Various forms of government have affected to style themselves a republic. Poland calls itself a republic, which is an hereditary aristocracy, with what is called an elective monarchy. Holland calls itself a republic, which is chiefly aristocratical, with an hereditary stadtholdership. But the government of America, which is wholly on the system of representation, is the only real Republic, in character and in practice, that now exists. Its government has no other object than the public business of the nation, and therefore it is properly a republic; and the Americans have taken care that this, and no other, shall always be the object of their government, by their rejecting everything hereditary, and establishing governments on the system of representation only. Those who have said that a republic is not a form of government calculated for countries of great extent, mistook, in the first place, the business of a government, for a form of government; for the res-publica equally appertains to every extent of territory and population. And, in the second place, if they meant anything with respect to form, it was the simple democratical form, such as was the mode of government in the ancient democracies, in which there was no representation. The case, therefore, is not, that a republic cannot be extensive, but that it cannot be extensive on the simple democratical form; and the question naturally presents itself, What is the best form of government for conducting the Res-Publica, or the Public Business of a nation, after it becomes too extensive and populous for the simple democratical form? It cannot be monarchy, because monarchy is subject to an objection of the same amount to which the simple democratical form was subject.

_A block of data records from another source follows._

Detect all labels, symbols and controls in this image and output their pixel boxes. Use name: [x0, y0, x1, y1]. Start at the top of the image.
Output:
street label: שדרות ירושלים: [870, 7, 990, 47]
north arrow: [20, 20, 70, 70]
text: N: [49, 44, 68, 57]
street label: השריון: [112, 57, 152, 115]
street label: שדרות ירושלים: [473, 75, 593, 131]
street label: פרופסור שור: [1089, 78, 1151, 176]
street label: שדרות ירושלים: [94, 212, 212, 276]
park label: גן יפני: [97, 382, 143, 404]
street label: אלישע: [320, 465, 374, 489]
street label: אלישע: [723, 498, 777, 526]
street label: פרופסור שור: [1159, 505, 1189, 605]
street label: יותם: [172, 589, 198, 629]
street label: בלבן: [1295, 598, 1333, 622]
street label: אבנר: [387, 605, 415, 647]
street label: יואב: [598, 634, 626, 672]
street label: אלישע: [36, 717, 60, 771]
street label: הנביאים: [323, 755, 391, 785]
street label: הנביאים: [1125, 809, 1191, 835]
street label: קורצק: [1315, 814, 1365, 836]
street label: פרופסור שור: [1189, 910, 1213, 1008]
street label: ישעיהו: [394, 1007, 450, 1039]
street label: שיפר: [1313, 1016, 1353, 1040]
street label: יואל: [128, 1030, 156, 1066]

It is possible that an individual may lay down a system of principles, on which government shall be constitutionally established to any extent of territory. This is no more than an operation of the mind, acting by its own powers. But the practice upon those principles, as applying to the various and numerous circumstances of a nation, its agriculture, manufacture, trade, commerce, etc., etc., a knowledge of a different kind, and which can be had only from the various parts of society. It is an assemblage of practical knowledge, which no individual can possess; and therefore the monarchical form is as much limited, in useful practice, from the incompetency of knowledge, as was the democratical form, from the multiplicity of population. The one degenerates, by extension, into confusion; the other, into ignorance and incapacity, of which all the great monarchies are an evidence. The monarchical form, therefore, could not be a substitute for the democratical, because it has equal inconveniences.

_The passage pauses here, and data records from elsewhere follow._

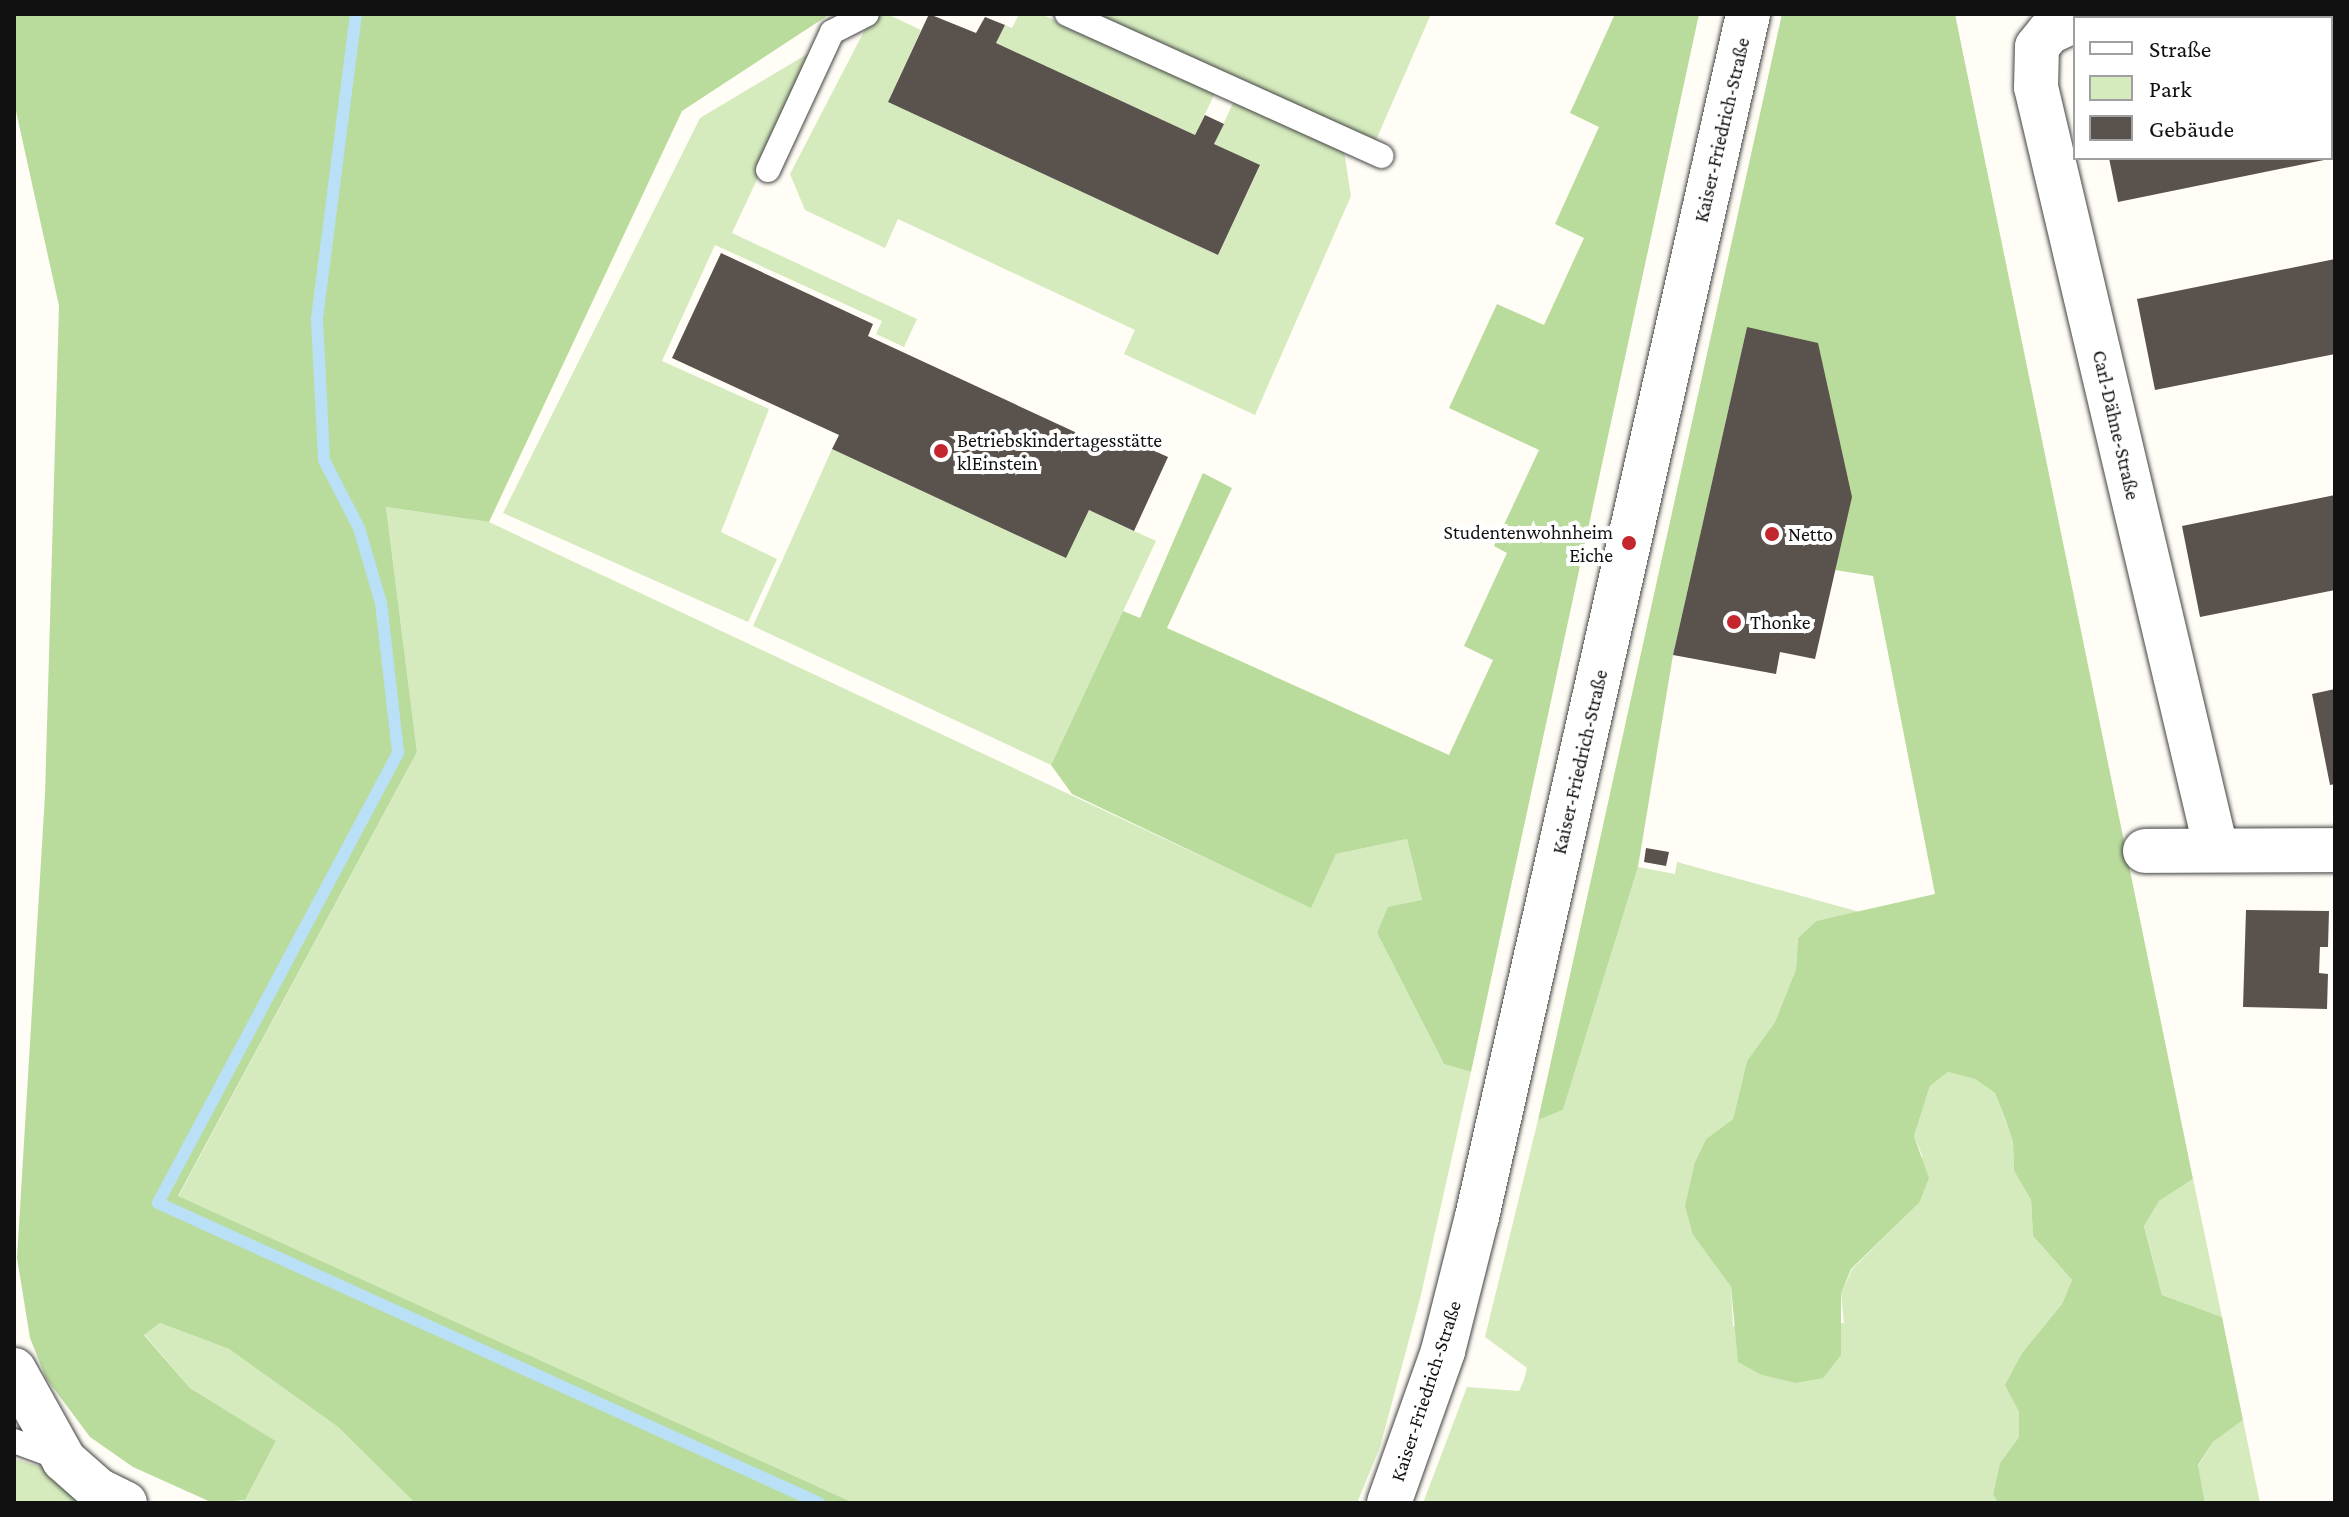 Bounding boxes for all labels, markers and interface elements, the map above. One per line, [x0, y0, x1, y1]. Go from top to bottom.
legend [2073, 16, 2333, 160]
street label: Kaiser-Friedrich-Straße [1689, 35, 1755, 225]
text: Straße [2149, 35, 2211, 62]
text: Park [2149, 75, 2192, 102]
text: Gebäude [2149, 115, 2234, 142]
street label: Carl-Dähne-Straße [2087, 348, 2145, 502]
place label: Betriebskindertagesstätte klEinstein [957, 428, 1162, 475]
marker: Betriebskindertagesstätte klEinstein [932, 442, 950, 460]
place label: Studentenwohnheim Eiche [1444, 520, 1613, 567]
place label: Netto [1788, 522, 1833, 546]
marker: Netto [1763, 525, 1781, 543]
marker: Studentenwohnheim Eiche [1620, 534, 1638, 552]
place label: Thonke [1750, 610, 1810, 634]
marker: Thonke [1725, 613, 1743, 631]
street label: Kaiser-Friedrich-Straße [1547, 667, 1613, 857]
street label: Kaiser-Friedrich-Straße [1385, 1298, 1467, 1484]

Much less could it when made hereditary. This is the most effectual of all forms to preclude knowledge. Neither could the high democratical mind have voluntarily yielded itself to be governed by children and idiots, and all the motley insignificance of character, which attends such a mere animal system, the disgrace and the reproach of reason and of man.

As to the aristocratical form, it has the same vices and defects with the monarchical, except that the chance of abilities is better from the proportion of numbers, but there is still no security for the right use and application of them.*[17]

Referring them to the original simple democracy, it affords the true data from which government on a large scale can begin. It is incapable of extension, not from its principle, but from the inconvenience of its form; and monarchy and aristocracy, from their incapacity. Retaining, then, democracy as the ground, and rejecting the corrupt systems of monarchy and aristocracy, the representative system naturally presents itself; remedying at once the defects of the simple democracy as to form, and the incapacity of the other two with respect to knowledge.

Simple democracy was society governing itself without the aid of secondary means. By ingrafting representation upon democracy, we arrive at a system of government capable of embracing and confederating all the various interests and every extent of territory and population; and that also with advantages as much superior to hereditary government, as the republic of letters is to hereditary literature.

It is on this system that the American government is founded. It is representation ingrafted upon democracy. It has fixed the form by a scale parallel in all cases to the extent of the principle. What Athens was in miniature America will be in magnitude. The one was the wonder of the ancient world; the other is becoming the admiration of the present. It is the easiest of all the forms of government to be understood and the most eligible in practice; and excludes at once the ignorance and insecurity of the hereditary mode, and the inconvenience of the simple democracy.

It is impossible to conceive a system of government capable of acting over such an extent of territory, and such a circle of interests, as is immediately produced by the operation of representation. France, great and populous as it is, is but a spot in the capaciousness of the system. It is preferable to simple democracy even in small territories. Athens, by representation, would have outrivalled her own democracy.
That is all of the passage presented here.